### Exercise directions
Please find the lines in the entries below that contain the word "controls", and copy each one.

[Dataset entries]
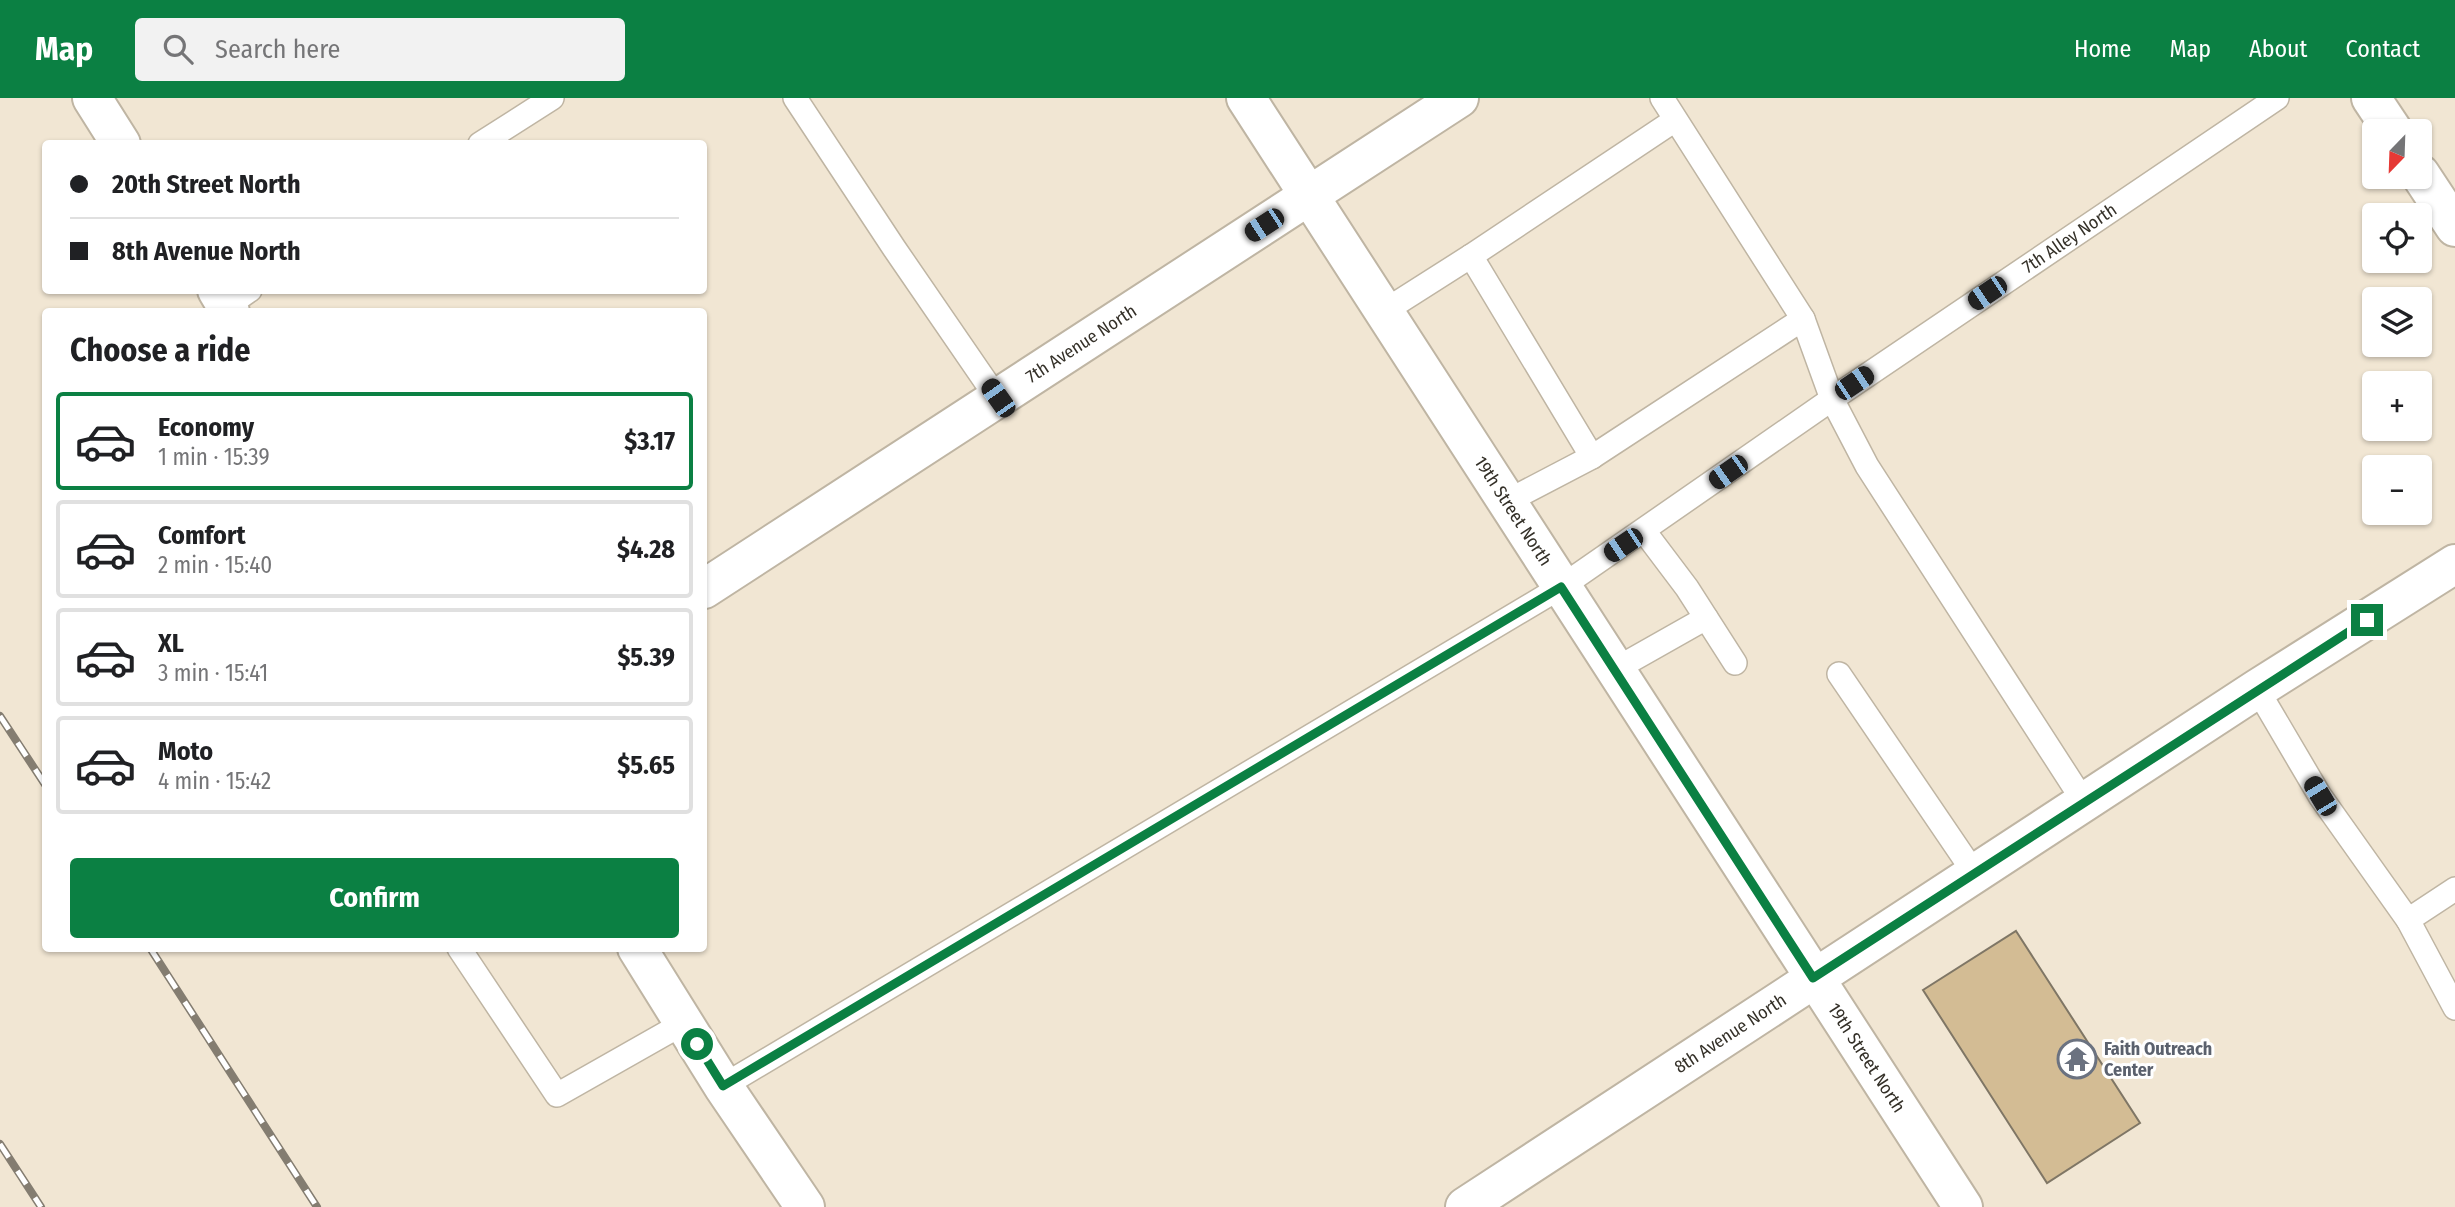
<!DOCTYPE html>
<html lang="en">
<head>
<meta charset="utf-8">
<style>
  :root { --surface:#fff; --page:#f2f2f2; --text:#202124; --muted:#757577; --line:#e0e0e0; --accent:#0b8043 }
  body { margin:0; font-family:"Fira Sans Condensed",sans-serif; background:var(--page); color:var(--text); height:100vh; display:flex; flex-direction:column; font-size:26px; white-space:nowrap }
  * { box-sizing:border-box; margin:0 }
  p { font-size:23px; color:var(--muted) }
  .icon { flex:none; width:38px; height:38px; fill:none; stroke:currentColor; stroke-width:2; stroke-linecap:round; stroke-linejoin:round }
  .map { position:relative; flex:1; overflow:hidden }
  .sheet { position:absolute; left:42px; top:210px; width:665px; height:644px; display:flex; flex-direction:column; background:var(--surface); border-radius:7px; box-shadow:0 2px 5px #0004 }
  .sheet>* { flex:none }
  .top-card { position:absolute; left:42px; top:42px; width:665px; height:154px; border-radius:7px; box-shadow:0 2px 5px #0004; display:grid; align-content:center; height:154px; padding:0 28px; background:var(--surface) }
  .needle { width:46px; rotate:203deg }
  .controls { position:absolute; left:2362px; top:21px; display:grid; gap:14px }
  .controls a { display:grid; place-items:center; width:70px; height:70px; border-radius:7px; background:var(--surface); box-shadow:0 2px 5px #0004; font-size:35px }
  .end { position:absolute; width:32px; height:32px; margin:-16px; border:9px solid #0b8043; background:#fff; box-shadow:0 0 0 4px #fff }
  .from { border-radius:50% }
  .car { position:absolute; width:21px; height:42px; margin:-21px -10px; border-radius:9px; box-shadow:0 0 5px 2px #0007; background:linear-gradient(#222 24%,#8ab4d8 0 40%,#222 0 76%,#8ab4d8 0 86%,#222 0) }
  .top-card b { display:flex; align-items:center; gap:24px; height:66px; font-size:26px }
  .top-card b+b { border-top:2px solid var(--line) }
  .top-card i { width:18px; height:18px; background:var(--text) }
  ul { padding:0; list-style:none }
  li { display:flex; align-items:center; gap:21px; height:98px; margin:0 14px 10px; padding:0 14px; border:4px solid var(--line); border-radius:7px }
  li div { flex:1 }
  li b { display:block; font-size:26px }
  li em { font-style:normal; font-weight:700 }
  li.active { border-color:var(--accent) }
  li>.icon { width:63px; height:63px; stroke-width:1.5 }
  h2 { padding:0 28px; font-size:32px; line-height:84px }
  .button { display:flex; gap:14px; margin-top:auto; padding:14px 28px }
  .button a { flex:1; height:80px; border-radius:7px; background:var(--accent); color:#fff; font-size:28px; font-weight:700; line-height:80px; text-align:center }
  header { display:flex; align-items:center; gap:42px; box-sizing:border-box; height:98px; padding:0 35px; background:var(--accent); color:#fff }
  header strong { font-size:33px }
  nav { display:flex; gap:38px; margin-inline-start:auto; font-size:24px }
  .search { width:490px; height:63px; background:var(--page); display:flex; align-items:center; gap:18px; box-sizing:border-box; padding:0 24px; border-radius:7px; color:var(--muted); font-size:26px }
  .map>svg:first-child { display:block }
  .building { fill:#d3bc94; stroke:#7f7665; stroke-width:2 }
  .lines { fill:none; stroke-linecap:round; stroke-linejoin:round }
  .service-casing { stroke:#bfb5a3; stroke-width:26 }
  .minor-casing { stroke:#bfb5a3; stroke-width:42 }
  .tertiary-casing { stroke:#bfb5a3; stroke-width:42 }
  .service { stroke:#fff; stroke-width:23 }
  .minor { stroke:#fff; stroke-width:38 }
  .tertiary { stroke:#fff; stroke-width:38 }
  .rail-casing { stroke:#847d71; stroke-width:8 }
  .rail { stroke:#fff; stroke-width:5; stroke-dasharray:16; stroke-linecap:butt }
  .route { stroke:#0b8043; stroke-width:9 }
  .labels { text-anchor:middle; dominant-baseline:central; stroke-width:6; stroke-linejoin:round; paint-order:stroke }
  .street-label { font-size:18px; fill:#343028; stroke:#fff }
  .worship-label { font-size:18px; font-weight:bold; fill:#5b616d; stroke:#fff; text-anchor:start }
</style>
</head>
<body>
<header>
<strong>Map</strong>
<div class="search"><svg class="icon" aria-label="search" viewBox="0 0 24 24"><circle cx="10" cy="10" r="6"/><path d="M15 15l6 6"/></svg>Search here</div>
<nav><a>Home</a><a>Map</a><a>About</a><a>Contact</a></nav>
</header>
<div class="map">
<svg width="2455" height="1109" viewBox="0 0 2455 1109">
  <rect width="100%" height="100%" fill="#f1e6d3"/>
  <polygon class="building" points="2016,833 2140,1025 2047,1085 1923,892"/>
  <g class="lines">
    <defs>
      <g id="service">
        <polyline points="795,0 894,150 997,300"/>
        <polyline points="1662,0 1803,221 1832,301 1867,368 2084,704"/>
        <polyline points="480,46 552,0"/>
        <polyline points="1471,158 1675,22"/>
        <polyline points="227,208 250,192"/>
        <polyline points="1383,214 1471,158 1592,359 1506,404"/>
        <polyline points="1592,359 1803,221"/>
        <polyline points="1644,433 1687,490 1735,565"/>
        <polyline points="1614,572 1706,520"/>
        <polyline points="1839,576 1975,776"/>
        <polyline points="2257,591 2320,698 2408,822 2455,791"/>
        <polyline points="2408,822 2455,910"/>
        <polyline points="459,850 557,997 684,925"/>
        <path id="s1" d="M723,988L1561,489L1832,301L2277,0"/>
      </g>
      <g id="minor">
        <polyline points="92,0 121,46"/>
        <polyline points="217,192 230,214"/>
        <path id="s2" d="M704,491L1459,0"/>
        <polyline points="637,850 723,988 805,1109"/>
        <path id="s3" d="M1465,1109L2257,591L2455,466"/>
      </g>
      <g id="tertiary">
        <path id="s4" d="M1246,0L1963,1109"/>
        <polyline points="2371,0 2393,33"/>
        <polyline points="2420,76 2455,129"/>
      </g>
    </defs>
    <use href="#service" class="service-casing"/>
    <use href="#minor" class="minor-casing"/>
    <use href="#tertiary" class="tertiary-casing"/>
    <use href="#service" class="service"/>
    <use href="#minor" class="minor"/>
    <use href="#tertiary" class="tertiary"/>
    <defs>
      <g id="rail">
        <polyline points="0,618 46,688"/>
        <polyline points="150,850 317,1109"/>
        <polyline points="0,1046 41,1109"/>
      </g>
    </defs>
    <use href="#rail" class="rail-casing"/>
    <use href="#rail" class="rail"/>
  </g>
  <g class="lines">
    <polyline class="route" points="697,946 723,988 1561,489 1813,880 2367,522"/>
  </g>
  <defs>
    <symbol id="temple-ring" viewBox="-11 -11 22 22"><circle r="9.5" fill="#fff" stroke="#6b7280" stroke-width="1.5"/><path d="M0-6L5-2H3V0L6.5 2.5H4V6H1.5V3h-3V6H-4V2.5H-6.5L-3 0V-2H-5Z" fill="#6b7280"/></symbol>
  </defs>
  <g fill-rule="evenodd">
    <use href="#temple-ring" x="2055" y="939" width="44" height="44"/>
  </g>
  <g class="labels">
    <g class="street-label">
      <text stroke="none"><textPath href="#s1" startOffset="1592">7th Alley North</textPath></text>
      <text stroke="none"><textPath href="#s2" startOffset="450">7th Avenue North</textPath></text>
      <text stroke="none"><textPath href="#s4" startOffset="492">19th Street North</textPath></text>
      <text stroke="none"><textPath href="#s3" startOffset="317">8th Avenue North</textPath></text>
      <text stroke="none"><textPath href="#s4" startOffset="1143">19th Street North</textPath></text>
    </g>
    <g class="worship-label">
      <text x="2104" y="951">Faith Outreach<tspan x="2104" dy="21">Center</tspan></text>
    </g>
  </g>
</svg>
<div class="controls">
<a><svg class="needle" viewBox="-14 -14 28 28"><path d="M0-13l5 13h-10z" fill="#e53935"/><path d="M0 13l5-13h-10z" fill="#757577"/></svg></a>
<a><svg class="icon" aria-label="locate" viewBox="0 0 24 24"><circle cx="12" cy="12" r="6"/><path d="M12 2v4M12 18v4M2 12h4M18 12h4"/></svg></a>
<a><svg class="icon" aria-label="layers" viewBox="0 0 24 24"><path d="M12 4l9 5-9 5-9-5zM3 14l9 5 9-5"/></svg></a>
<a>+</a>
<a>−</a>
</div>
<i class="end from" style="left:697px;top:946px"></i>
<i class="end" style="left:2367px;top:522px"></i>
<i class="car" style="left:1264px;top:127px;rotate:237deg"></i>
<i class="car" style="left:1987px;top:195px;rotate:236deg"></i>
<i class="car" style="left:1854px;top:285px;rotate:56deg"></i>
<i class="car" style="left:998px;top:300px;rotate:325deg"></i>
<i class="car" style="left:1728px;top:374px;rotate:235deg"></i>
<i class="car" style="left:1623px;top:447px;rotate:236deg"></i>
<i class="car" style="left:2320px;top:698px;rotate:329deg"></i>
<div class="top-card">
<b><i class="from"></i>20th Street North</b>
<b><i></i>8th Avenue North</b>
</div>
<section class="sheet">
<h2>Choose a ride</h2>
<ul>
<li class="active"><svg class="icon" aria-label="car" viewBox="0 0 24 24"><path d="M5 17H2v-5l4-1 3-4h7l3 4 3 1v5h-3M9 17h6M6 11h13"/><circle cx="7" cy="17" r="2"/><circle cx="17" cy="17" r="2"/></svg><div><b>Economy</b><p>1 min · 15:39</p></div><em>$3.17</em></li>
<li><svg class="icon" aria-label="car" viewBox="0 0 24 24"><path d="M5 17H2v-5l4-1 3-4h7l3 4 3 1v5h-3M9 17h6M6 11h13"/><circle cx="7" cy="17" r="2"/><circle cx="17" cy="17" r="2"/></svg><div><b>Comfort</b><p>2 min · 15:40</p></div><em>$4.28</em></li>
<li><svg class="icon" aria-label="car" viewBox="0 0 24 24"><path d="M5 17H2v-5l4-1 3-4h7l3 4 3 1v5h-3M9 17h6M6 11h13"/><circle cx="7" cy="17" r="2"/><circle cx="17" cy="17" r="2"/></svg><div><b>XL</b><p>3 min · 15:41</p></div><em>$5.39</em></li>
<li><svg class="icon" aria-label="car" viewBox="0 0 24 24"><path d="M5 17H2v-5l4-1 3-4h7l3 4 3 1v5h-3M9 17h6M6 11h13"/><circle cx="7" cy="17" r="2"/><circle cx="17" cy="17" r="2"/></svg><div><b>Moto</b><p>4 min · 15:42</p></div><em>$5.65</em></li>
</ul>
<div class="button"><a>Confirm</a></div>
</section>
</div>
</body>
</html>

### Answer to the problem
  .controls { position:absolute; left:2362px; top:21px; display:grid; gap:14px }
  .controls a { display:grid; place-items:center; width:70px; height:70px; border-radius:7px; background:var(--surface); box-shadow:0 2px 5px #0004; font-size:35px }
<div class="controls">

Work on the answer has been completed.